Listed records:

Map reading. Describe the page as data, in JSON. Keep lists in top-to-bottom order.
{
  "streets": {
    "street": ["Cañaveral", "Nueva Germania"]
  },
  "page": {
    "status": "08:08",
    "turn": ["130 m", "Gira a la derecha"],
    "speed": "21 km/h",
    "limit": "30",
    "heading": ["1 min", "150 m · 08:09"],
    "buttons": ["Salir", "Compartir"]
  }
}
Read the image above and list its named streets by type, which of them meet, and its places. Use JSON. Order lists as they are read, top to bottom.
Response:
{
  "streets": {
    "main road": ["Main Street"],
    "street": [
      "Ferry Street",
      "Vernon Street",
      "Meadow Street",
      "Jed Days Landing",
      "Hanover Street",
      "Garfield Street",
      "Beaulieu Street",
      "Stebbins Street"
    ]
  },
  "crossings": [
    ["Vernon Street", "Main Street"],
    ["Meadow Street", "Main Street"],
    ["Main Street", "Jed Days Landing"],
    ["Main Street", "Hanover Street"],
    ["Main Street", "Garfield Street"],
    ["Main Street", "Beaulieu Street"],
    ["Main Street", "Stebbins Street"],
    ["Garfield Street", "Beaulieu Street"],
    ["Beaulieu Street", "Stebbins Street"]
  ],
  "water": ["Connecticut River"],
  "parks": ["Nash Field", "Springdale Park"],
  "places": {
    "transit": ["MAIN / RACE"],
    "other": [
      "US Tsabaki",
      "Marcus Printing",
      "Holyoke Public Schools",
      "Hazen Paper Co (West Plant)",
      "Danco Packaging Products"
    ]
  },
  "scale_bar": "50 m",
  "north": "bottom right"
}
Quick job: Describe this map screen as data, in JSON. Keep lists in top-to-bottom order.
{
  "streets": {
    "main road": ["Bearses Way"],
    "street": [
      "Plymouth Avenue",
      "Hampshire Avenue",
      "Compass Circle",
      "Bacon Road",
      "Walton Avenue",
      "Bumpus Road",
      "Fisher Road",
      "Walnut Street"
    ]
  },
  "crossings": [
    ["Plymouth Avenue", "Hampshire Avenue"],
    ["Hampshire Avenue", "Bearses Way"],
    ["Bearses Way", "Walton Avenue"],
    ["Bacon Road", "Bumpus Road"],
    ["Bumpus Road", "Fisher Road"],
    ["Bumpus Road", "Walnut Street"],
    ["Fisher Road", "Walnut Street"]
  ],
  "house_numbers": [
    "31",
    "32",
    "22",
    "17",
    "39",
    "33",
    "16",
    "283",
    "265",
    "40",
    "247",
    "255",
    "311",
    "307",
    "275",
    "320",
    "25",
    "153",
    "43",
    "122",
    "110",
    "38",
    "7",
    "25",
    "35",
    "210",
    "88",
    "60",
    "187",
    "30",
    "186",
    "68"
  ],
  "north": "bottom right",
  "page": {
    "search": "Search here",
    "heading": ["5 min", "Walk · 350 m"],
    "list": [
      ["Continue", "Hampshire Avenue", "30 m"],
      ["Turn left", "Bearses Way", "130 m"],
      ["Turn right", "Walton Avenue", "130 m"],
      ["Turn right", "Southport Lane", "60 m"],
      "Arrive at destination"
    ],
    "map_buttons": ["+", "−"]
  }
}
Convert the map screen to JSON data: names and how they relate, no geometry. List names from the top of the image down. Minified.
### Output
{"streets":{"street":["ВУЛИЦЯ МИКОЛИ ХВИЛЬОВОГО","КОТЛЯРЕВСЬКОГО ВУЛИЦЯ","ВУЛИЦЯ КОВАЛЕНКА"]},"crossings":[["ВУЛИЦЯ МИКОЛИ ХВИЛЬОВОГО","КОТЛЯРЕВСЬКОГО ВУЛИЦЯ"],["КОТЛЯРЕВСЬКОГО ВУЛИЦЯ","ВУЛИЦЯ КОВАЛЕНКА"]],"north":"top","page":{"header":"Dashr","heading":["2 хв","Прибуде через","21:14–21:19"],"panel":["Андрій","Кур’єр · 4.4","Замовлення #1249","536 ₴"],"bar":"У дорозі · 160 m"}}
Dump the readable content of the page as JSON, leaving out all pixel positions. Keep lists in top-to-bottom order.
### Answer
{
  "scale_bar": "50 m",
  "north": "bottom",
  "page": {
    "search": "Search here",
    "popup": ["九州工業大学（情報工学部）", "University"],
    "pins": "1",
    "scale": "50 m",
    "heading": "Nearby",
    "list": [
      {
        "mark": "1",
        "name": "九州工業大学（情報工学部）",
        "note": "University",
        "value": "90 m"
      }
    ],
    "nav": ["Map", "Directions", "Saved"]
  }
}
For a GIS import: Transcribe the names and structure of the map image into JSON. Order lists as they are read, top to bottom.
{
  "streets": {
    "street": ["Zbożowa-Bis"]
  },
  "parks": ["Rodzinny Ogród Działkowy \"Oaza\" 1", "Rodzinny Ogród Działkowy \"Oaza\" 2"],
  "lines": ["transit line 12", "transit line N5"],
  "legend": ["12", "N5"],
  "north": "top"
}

Problem statement: Copy the whole listing out exactly, so that every line matches what is above.

Result of this task:
Map reading. Describe the page as data, in JSON. Keep lists in top-to-bottom order.
{
  "streets": {
    "street": ["Cañaveral", "Nueva Germania"]
  },
  "page": {
    "status": "08:08",
    "turn": ["130 m", "Gira a la derecha"],
    "speed": "21 km/h",
    "limit": "30",
    "heading": ["1 min", "150 m · 08:09"],
    "buttons": ["Salir", "Compartir"]
  }
}
Read the image above and list its named streets by type, which of them meet, and its places. Use JSON. Order lists as they are read, top to bottom.
Response:
{
  "streets": {
    "main road": ["Main Street"],
    "street": [
      "Ferry Street",
      "Vernon Street",
      "Meadow Street",
      "Jed Days Landing",
      "Hanover Street",
      "Garfield Street",
      "Beaulieu Street",
      "Stebbins Street"
    ]
  },
  "crossings": [
    ["Vernon Street", "Main Street"],
    ["Meadow Street", "Main Street"],
    ["Main Street", "Jed Days Landing"],
    ["Main Street", "Hanover Street"],
    ["Main Street", "Garfield Street"],
    ["Main Street", "Beaulieu Street"],
    ["Main Street", "Stebbins Street"],
    ["Garfield Street", "Beaulieu Street"],
    ["Beaulieu Street", "Stebbins Street"]
  ],
  "water": ["Connecticut River"],
  "parks": ["Nash Field", "Springdale Park"],
  "places": {
    "transit": ["MAIN / RACE"],
    "other": [
      "US Tsabaki",
      "Marcus Printing",
      "Holyoke Public Schools",
      "Hazen Paper Co (West Plant)",
      "Danco Packaging Products"
    ]
  },
  "scale_bar": "50 m",
  "north": "bottom right"
}
Quick job: Describe this map screen as data, in JSON. Keep lists in top-to-bottom order.
{
  "streets": {
    "main road": ["Bearses Way"],
    "street": [
      "Plymouth Avenue",
      "Hampshire Avenue",
      "Compass Circle",
      "Bacon Road",
      "Walton Avenue",
      "Bumpus Road",
      "Fisher Road",
      "Walnut Street"
    ]
  },
  "crossings": [
    ["Plymouth Avenue", "Hampshire Avenue"],
    ["Hampshire Avenue", "Bearses Way"],
    ["Bearses Way", "Walton Avenue"],
    ["Bacon Road", "Bumpus Road"],
    ["Bumpus Road", "Fisher Road"],
    ["Bumpus Road", "Walnut Street"],
    ["Fisher Road", "Walnut Street"]
  ],
  "house_numbers": [
    "31",
    "32",
    "22",
    "17",
    "39",
    "33",
    "16",
    "283",
    "265",
    "40",
    "247",
    "255",
    "311",
    "307",
    "275",
    "320",
    "25",
    "153",
    "43",
    "122",
    "110",
    "38",
    "7",
    "25",
    "35",
    "210",
    "88",
    "60",
    "187",
    "30",
    "186",
    "68"
  ],
  "north": "bottom right",
  "page": {
    "search": "Search here",
    "heading": ["5 min", "Walk · 350 m"],
    "list": [
      ["Continue", "Hampshire Avenue", "30 m"],
      ["Turn left", "Bearses Way", "130 m"],
      ["Turn right", "Walton Avenue", "130 m"],
      ["Turn right", "Southport Lane", "60 m"],
      "Arrive at destination"
    ],
    "map_buttons": ["+", "−"]
  }
}
Convert the map screen to JSON data: names and how they relate, no geometry. List names from the top of the image down. Minified.
### Output
{"streets":{"street":["ВУЛИЦЯ МИКОЛИ ХВИЛЬОВОГО","КОТЛЯРЕВСЬКОГО ВУЛИЦЯ","ВУЛИЦЯ КОВАЛЕНКА"]},"crossings":[["ВУЛИЦЯ МИКОЛИ ХВИЛЬОВОГО","КОТЛЯРЕВСЬКОГО ВУЛИЦЯ"],["КОТЛЯРЕВСЬКОГО ВУЛИЦЯ","ВУЛИЦЯ КОВАЛЕНКА"]],"north":"top","page":{"header":"Dashr","heading":["2 хв","Прибуде через","21:14–21:19"],"panel":["Андрій","Кур’єр · 4.4","Замовлення #1249","536 ₴"],"bar":"У дорозі · 160 m"}}
Dump the readable content of the page as JSON, leaving out all pixel positions. Keep lists in top-to-bottom order.
### Answer
{
  "scale_bar": "50 m",
  "north": "bottom",
  "page": {
    "search": "Search here",
    "popup": ["九州工業大学（情報工学部）", "University"],
    "pins": "1",
    "scale": "50 m",
    "heading": "Nearby",
    "list": [
      {
        "mark": "1",
        "name": "九州工業大学（情報工学部）",
        "note": "University",
        "value": "90 m"
      }
    ],
    "nav": ["Map", "Directions", "Saved"]
  }
}
For a GIS import: Transcribe the names and structure of the map image into JSON. Order lists as they are read, top to bottom.
{
  "streets": {
    "street": ["Zbożowa-Bis"]
  },
  "parks": ["Rodzinny Ogród Działkowy \"Oaza\" 1", "Rodzinny Ogród Działkowy \"Oaza\" 2"],
  "lines": ["transit line 12", "transit line N5"],
  "legend": ["12", "N5"],
  "north": "top"
}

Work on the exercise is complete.